USDA_PLANTINGS
USDA Prospective Plantings & Acreage
USDA’s twice-yearly acreage surveys — farmers’ planting intentions in March, actual planted area in June — set each crop year’s supply ceiling.
| Published by | US Department of Agriculture (USDA) |
|---|---|
| Frequency | Prospective Plantings late March · Acreage late June |
| Release time | 12:00 PM ET |
What it measures
Prospective Plantings surveys what farmers intend to plant; Acreage reports what actually went in the ground. Acreage × yield = production, so these reports bound the entire new-crop supply math.
Why traders watch it
- The corn-versus-soybean acreage battle each March is a defining trade of the ag calendar.
- June Acreage catches weather-forced switches and prevented planting — routinely a shock.
How to read it
- Corn and soybean acres versus expectations, and the sum (total intended area) versus available land.

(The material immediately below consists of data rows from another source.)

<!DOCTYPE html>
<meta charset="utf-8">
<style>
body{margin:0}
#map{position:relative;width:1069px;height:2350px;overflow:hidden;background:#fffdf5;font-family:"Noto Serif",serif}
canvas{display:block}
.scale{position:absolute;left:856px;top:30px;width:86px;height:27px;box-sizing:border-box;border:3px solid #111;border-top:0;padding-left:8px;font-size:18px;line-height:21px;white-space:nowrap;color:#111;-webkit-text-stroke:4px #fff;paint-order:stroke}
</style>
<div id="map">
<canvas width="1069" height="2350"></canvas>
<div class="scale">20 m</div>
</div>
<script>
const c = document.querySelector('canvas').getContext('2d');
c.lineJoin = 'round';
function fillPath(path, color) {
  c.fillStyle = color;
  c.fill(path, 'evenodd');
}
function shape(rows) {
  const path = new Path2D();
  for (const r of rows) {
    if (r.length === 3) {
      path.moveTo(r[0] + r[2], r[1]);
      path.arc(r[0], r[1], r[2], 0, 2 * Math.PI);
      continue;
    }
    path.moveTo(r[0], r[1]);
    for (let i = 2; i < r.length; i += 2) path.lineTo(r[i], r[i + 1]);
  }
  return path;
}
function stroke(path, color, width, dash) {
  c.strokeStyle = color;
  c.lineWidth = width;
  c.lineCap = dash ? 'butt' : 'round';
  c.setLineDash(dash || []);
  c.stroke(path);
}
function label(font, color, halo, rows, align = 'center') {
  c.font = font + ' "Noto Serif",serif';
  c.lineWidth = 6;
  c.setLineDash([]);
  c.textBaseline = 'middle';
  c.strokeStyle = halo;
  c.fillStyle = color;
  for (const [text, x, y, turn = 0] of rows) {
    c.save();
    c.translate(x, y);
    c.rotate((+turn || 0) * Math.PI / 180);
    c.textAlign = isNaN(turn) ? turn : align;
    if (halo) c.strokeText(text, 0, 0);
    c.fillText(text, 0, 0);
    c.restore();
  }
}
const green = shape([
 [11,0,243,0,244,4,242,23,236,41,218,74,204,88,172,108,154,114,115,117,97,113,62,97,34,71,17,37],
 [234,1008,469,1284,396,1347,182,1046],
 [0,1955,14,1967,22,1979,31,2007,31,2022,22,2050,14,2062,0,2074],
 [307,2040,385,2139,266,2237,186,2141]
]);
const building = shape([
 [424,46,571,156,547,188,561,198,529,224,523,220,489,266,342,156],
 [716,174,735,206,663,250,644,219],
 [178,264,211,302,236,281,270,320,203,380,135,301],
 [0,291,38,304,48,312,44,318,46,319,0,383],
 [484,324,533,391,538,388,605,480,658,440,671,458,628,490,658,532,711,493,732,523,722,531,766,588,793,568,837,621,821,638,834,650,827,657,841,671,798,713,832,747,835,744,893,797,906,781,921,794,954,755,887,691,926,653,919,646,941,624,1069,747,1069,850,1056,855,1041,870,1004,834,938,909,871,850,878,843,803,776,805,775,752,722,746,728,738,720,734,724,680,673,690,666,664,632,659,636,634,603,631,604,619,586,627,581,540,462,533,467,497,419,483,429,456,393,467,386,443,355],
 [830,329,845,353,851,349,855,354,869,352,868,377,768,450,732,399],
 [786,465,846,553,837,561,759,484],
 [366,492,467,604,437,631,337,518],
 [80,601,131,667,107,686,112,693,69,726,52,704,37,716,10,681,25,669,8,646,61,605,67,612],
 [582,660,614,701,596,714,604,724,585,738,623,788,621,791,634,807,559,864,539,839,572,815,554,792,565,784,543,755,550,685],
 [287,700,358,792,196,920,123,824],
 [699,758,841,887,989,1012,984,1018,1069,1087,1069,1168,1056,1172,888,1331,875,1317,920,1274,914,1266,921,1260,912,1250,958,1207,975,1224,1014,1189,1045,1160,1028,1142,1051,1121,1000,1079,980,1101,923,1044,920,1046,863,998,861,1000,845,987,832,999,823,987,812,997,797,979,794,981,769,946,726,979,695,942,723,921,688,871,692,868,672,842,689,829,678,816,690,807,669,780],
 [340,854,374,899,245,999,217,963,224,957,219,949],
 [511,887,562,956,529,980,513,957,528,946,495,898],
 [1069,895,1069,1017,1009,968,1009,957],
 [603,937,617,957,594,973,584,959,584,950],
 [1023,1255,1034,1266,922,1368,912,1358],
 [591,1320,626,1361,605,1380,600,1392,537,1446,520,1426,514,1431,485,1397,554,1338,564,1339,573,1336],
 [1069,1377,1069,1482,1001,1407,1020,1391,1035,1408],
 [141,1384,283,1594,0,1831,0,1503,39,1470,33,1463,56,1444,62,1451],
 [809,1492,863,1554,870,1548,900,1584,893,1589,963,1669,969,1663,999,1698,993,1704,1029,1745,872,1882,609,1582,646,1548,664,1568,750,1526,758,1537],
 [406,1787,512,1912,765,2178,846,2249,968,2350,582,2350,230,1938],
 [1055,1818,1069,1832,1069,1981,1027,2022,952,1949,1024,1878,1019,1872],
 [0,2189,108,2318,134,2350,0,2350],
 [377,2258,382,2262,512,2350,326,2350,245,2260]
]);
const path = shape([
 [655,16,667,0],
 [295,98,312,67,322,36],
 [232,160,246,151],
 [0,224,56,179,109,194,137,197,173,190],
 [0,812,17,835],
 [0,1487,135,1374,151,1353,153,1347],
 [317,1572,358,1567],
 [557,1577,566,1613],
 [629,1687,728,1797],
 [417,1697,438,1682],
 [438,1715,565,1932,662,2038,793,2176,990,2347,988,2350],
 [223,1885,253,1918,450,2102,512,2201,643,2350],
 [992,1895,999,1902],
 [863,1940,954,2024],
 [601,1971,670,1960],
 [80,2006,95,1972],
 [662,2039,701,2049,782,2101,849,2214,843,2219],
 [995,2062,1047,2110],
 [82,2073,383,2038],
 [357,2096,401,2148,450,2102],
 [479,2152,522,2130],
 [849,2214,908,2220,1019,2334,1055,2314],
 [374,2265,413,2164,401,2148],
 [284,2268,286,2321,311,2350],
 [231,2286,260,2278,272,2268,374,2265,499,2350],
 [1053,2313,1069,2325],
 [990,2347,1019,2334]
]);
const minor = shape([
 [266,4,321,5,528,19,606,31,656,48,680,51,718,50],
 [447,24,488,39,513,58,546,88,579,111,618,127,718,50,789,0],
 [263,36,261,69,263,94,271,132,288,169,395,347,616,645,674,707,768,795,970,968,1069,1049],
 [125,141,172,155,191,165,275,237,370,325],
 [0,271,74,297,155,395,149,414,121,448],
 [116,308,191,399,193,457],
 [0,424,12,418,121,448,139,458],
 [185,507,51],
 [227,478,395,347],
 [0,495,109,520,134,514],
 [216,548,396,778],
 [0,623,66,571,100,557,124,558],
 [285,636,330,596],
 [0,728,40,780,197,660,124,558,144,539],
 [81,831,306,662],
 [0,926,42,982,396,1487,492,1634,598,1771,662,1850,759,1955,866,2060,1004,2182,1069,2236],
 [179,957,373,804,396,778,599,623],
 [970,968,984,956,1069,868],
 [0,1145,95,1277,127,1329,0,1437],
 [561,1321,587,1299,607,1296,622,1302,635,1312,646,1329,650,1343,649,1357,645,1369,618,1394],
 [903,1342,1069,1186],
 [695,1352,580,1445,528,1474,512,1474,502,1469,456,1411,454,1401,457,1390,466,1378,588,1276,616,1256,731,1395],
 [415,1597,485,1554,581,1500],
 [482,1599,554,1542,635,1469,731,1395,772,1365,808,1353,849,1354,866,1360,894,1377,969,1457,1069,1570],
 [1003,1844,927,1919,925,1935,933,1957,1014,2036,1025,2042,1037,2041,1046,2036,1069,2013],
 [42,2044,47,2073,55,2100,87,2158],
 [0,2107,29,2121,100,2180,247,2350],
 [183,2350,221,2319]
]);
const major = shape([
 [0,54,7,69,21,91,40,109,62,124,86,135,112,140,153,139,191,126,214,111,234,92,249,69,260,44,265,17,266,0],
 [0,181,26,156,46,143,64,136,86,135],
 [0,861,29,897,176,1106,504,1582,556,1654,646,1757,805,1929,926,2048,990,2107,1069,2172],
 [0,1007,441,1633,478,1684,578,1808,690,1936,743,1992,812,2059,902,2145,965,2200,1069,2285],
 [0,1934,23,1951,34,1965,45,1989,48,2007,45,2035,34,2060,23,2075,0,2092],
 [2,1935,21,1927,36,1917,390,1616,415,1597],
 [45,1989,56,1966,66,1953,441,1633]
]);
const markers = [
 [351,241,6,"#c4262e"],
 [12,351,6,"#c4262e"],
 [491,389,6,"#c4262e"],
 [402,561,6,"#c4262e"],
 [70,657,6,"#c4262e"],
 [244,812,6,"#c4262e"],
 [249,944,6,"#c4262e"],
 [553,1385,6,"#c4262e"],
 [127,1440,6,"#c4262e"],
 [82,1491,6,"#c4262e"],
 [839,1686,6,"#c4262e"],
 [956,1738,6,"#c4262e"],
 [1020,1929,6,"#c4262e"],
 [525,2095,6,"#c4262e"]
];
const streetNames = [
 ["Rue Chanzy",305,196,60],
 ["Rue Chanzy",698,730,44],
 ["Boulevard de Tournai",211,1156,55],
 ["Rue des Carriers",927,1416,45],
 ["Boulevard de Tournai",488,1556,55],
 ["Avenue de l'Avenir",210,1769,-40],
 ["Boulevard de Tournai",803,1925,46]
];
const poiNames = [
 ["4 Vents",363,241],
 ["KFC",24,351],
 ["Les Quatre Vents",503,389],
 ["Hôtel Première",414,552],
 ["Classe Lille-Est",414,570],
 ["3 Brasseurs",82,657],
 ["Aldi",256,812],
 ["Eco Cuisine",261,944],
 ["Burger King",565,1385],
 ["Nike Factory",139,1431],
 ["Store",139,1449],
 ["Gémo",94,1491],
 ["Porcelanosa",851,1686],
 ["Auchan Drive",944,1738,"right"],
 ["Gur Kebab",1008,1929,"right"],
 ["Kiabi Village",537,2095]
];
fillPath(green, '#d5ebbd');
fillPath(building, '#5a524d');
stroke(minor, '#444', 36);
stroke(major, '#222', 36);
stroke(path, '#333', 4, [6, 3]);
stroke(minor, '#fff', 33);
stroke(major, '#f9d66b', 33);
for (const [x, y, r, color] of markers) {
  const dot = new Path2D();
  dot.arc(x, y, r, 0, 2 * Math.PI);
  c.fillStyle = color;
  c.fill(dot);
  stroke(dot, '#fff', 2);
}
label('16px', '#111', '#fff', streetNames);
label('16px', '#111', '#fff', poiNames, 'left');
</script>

- Cross-read with new-crop price ratios that drove planting decisions.
FAQ
How can intentions differ so much from June actuals?
Weather. A wet spring forces acres out of corn into soybeans or into prevented-planting claims. That switch is exactly what the June report measures.
Why does acreage matter more than yield in spring?
Yield is still a weather lottery in spring; acreage is the first hard number in the production equation. It anchors every new-crop balance sheet.